Ambitious Investment Plan:
SCC is continuing with its large capital expenditure program to increase annual copper production to almost 1.2 million tonnes by 2018 which will rank it within the top 3 copper producers globally when finalized. This target will be achieved through Brownfield expansions and currently excludes the company's delayed Tia Maria Greenfield project in Peru with expected annual production of 120,000 tonnes of copper cathodes. This project has been repeatedly delayed. The company and Peruvian government aim to resolve final differences with local communities in order to allow investments to proceed by the end of 2015. SCC's Board of Directors approved capex of approximately USD2.7 billion for 2015, a significant increase on USD1.5 billion spent in 2014 that came in lower than budget due to the expansion delays experienced at the Buenavista mine in Mexico and Toquepala mine in Peru. This investment includes the construction of the new SXEW III plant, a new molybdenum plant, and a new concentrator along with related infrastructure and other systems.
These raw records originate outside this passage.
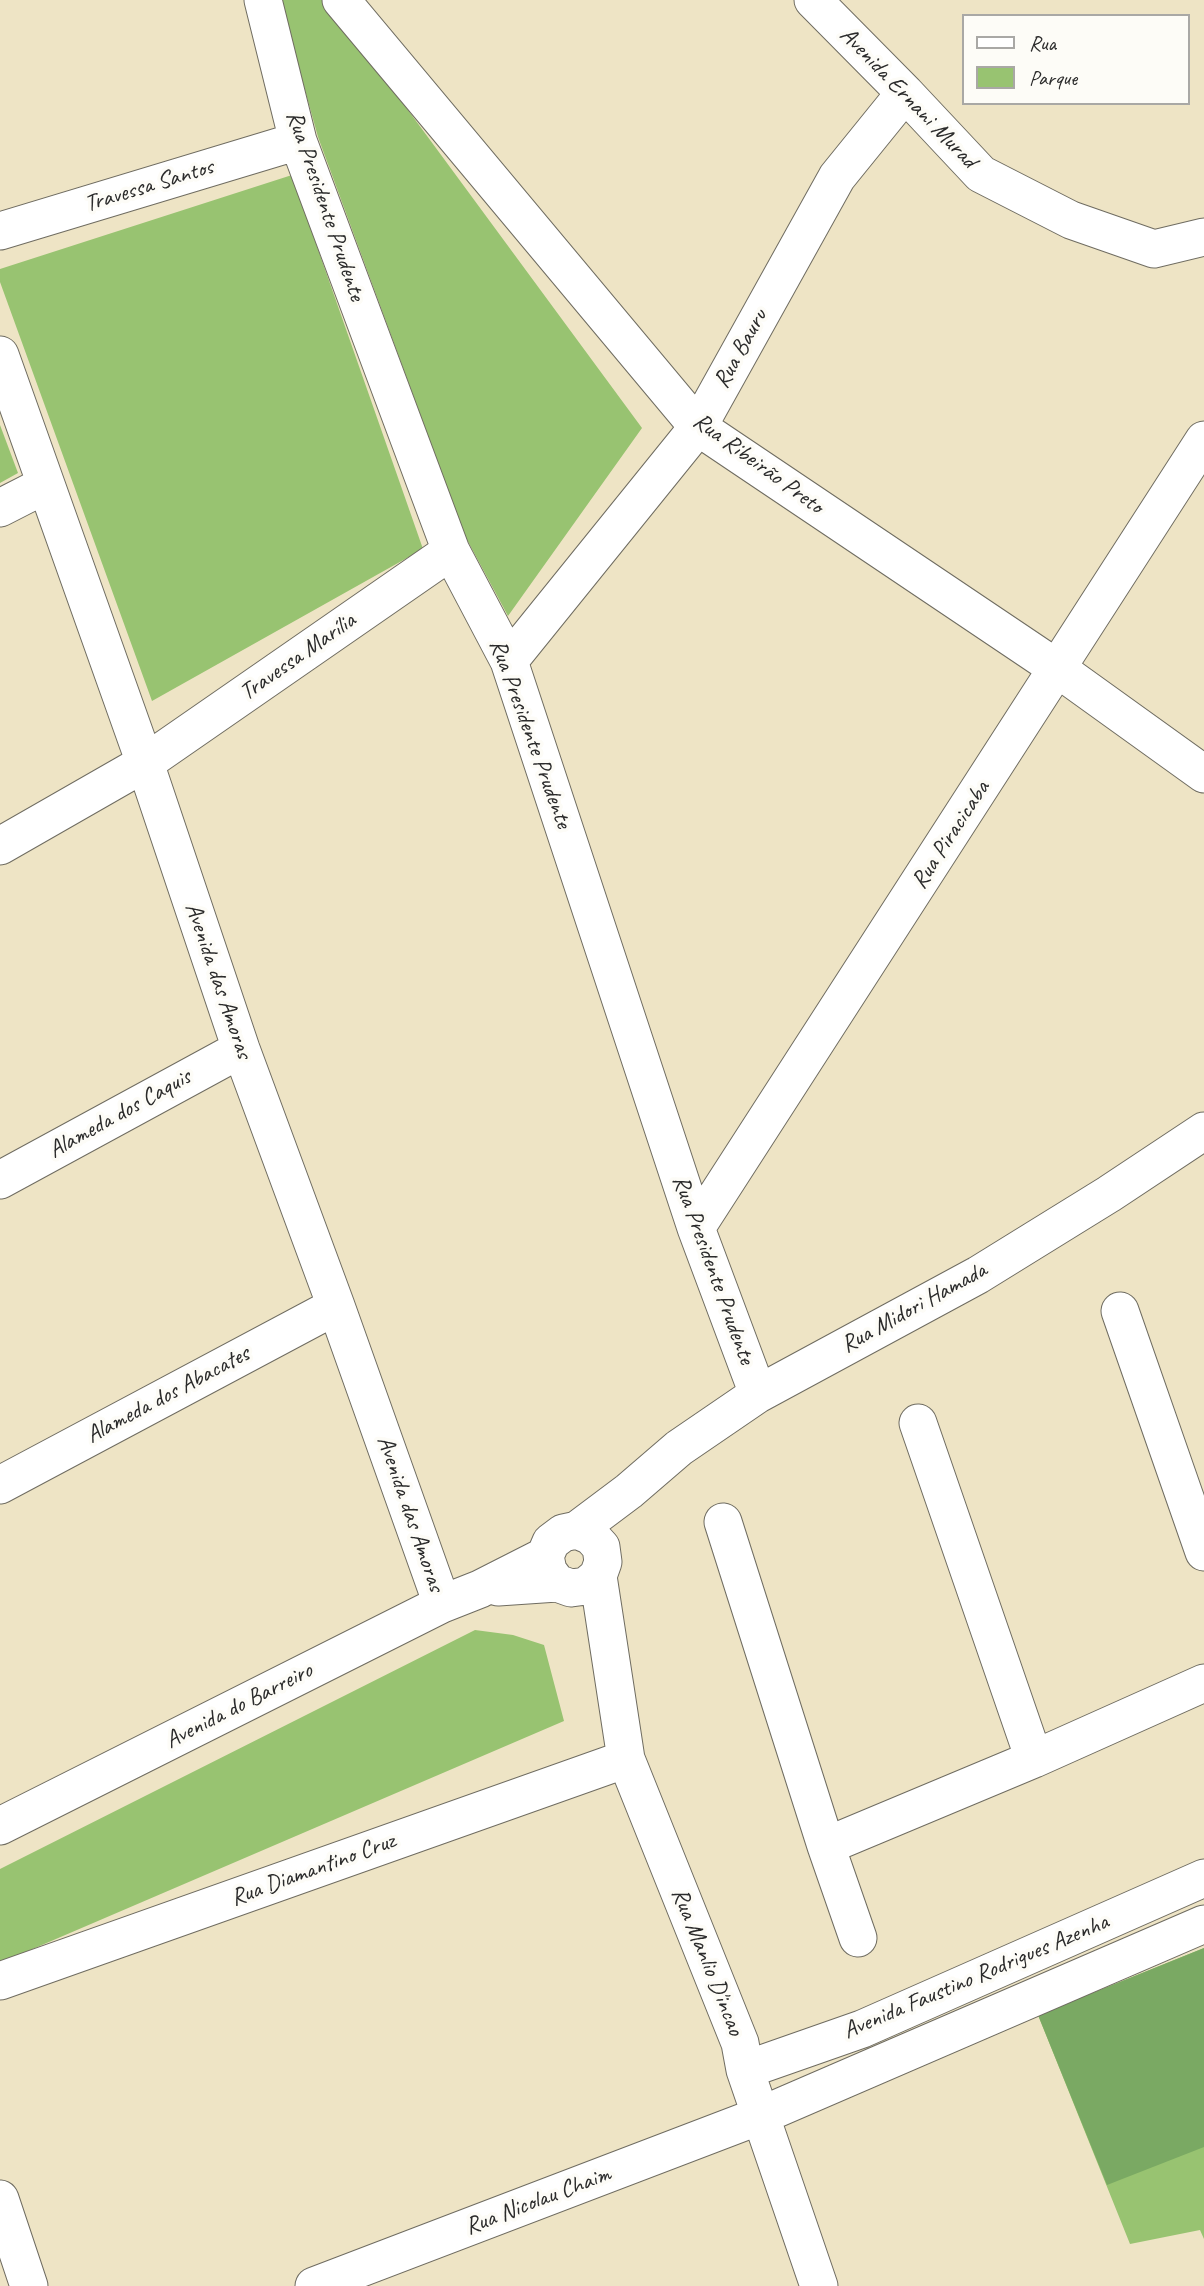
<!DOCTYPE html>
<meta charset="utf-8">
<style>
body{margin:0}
#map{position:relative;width:1204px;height:2286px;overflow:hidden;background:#eee4c5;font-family:Caveat,sans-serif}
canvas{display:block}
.legend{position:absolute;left:962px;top:14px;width:228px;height:91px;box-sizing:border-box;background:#fdfcf7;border:2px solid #a9a8a5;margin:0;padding:9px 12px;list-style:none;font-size:21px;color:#2b2b2b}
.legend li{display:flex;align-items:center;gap:14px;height:35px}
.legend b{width:35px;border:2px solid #a9a8a5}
</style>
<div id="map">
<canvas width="1204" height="2286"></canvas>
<ul class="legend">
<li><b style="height:9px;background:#fff"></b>Rua</li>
<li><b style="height:19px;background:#98c371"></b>Parque</li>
</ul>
</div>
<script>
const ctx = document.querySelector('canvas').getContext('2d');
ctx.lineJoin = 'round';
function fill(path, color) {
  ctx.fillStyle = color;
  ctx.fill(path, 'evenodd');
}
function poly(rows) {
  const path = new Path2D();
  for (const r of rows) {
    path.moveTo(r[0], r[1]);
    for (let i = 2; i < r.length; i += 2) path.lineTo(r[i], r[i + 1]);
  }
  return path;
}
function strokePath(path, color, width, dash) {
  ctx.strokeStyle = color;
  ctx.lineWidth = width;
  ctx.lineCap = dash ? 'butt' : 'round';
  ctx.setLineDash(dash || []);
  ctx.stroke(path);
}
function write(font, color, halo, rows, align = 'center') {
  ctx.font = font + ' Caveat,sans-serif';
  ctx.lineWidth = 7;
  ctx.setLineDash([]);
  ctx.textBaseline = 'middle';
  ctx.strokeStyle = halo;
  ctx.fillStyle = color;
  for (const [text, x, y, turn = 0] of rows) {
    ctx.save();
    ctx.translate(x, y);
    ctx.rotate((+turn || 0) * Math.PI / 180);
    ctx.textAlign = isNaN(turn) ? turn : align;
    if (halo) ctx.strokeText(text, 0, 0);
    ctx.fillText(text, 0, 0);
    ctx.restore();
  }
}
const green = poly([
 [280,0,327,0,642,428,508,616,465,536,318,137],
 [292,175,423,549,152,701,0,282,0,269],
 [0,425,18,473,0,483],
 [475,1630,513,1635,544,1645,564,1721,0,1963,0,1869],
 [1204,1948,1204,2239,1200,2230,1130,2244,1038,2015]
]);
const forest = poly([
 [1204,1948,1204,2147,1107,2185,1038,2015]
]);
const minor = poly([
 [263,0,298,141,451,551,509,661,696,1228,758,1394],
 [341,0,698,427,1058,669,1204,774],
 [813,0,905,93,981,174,1071,220,1154,249,1204,237],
 [0,231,298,141],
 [0,355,145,763,241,1049,336,1306,442,1604],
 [0,508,45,485],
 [509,661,698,427,837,177,905,93],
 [0,846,145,763,451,551],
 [0,1180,241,1049],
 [696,1228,1204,440],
 [1120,1311,1204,1552],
 [918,1423,1034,1759],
 [0,1485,336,1306],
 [723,1522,826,1846,858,1938],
 [577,1530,629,1491,679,1448,758,1394,978,1275,1109,1194,1204,1131],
 [598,1576,626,1759,740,2043,745,2070,819,2286],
 [498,1587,557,1583,571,1588,586,1586,598,1576,603,1562,601,1547,591,1536,577,1530,563,1533,551,1542,545,1556,548,1571,557,1583],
 [0,1826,442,1604,480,1589,545,1556],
 [826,1846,1034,1759,1204,1683],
 [0,1981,626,1759],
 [745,2070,862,2029,1204,1878],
 [0,2199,29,2286],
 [314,2286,762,2115,1204,1924]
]);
const streetNames = [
 ["Avenida Ernani Murad",908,98,46],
 ["Travessa Santos",149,186,-17],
 ["Rua Presidente Prudente",325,206,71],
 ["Rua Bauru",741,349,-61],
 ["Rua Ribeirão Preto",758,464,36],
 ["Travessa Marília",298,657,-35],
 ["Rua Presidente Prudente",530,734,70],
 ["Rua Piracicaba",951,835,-57],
 ["Avenida das Amoras",218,981,71],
 ["Alameda dos Caquis",120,1114,-29],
 ["Rua Presidente Prudente",713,1270,70],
 ["Rua Midori Hamada",914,1308,-29],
 ["Alameda dos Abacates",168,1395,-28],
 ["Avenida das Amoras",410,1514,71],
 ["Avenida do Barreiro",239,1706,-27],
 ["Rua Diamantino Cruz",313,1870,-20],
 ["Rua Manlio D'incao",707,1962,68],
 ["Avenida Faustino Rodrigues Azenha",976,1977,-23],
 ["Rua Nicolau Chaim",538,2201,-21]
];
fill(green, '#98c371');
fill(forest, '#7aa963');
strokePath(minor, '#6f6c61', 39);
strokePath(minor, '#fff', 37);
write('24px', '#2b2b2b', '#fdfcf7', streetNames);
</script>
SCC's credit profile benefits from its substantial copper reserves of 67.6 million tonnes of contained copper that equates to over 105 years in mine life at current production rates. This position ranks SCC at number one among globally listed companies, and it boasts approximately triple the reserves of those companies with the next highest mine lives: Anglo American Plc (AA: Fitch LT FC IDR 'BBB'/Negative Outlook) and Codelco (LT FC IDR 'A+'/Stable Outlook). The company currently operates four main open-pit copper mines with substantial molybdenum and silver by-product content. SCC has five smaller mines in Mexico producing zinc, with copper and silver as the main by-products. To dissipate the effect of general labor strikes, the company negotiates long-term labor contracts with seven unions in Peru and two in Mexico.
Cash Flow Pressure Expected due to High Capex:
SCC's ratings incorporate the expectation of negative free cash flow (FCF) through its large investment cycle with Fitch expecting to see significant FCF generation post-2016. The company's cash position eroded to USD402 million in 2014 from USD1.7 billion in 2013 as the company generated funds from operations (FFO) of USD1.4 billion to fund working capital of USD21 million, capex of USD1.5 billion and dividend payments of USD381 million, resulting in FCF of negative USD556 million. In addition, SCC repurchased USD683 million of its equity during 2014 as part of the company's ongoing share buyback program. This compares to FFO of USD1.9 billion to fund working capital of USD71 million, capex of USD1.7 billion, dividends of USD574 million resulting in FCF of negative USD420 million in 2013. Share repurchases amounted to USD281 million in 2013.
Lower Copper Prices Offset by Higher Volumes:
SCC's revenues and EBITDA experienced a relatively modest decrease due to lower metal prices in 2014 to USD5.8 billion and USD2.7 billion, respectively, compared to USD5.9 billion and USD2.9 billion in 2013. Higher metal sales volumes offset the price decrease to a significant extent. The company's 2014 EBITDA margin of 49%, a decline on 56% in 2013, remains amongst the highest of Fitch-rated peers in the copper mining sector. Fitch's Base Case uses the agency's mid-cycle commodity price assumptions for copper of USD2.95 per pound in 2015 and 2016 with a long-term price of USD2.72 per pound. Fitch expects SCC's net debt-to-EBITDA ratio to fall around 1.5x for this year and to around 1x in 2016 based on SCC's production ramp-up.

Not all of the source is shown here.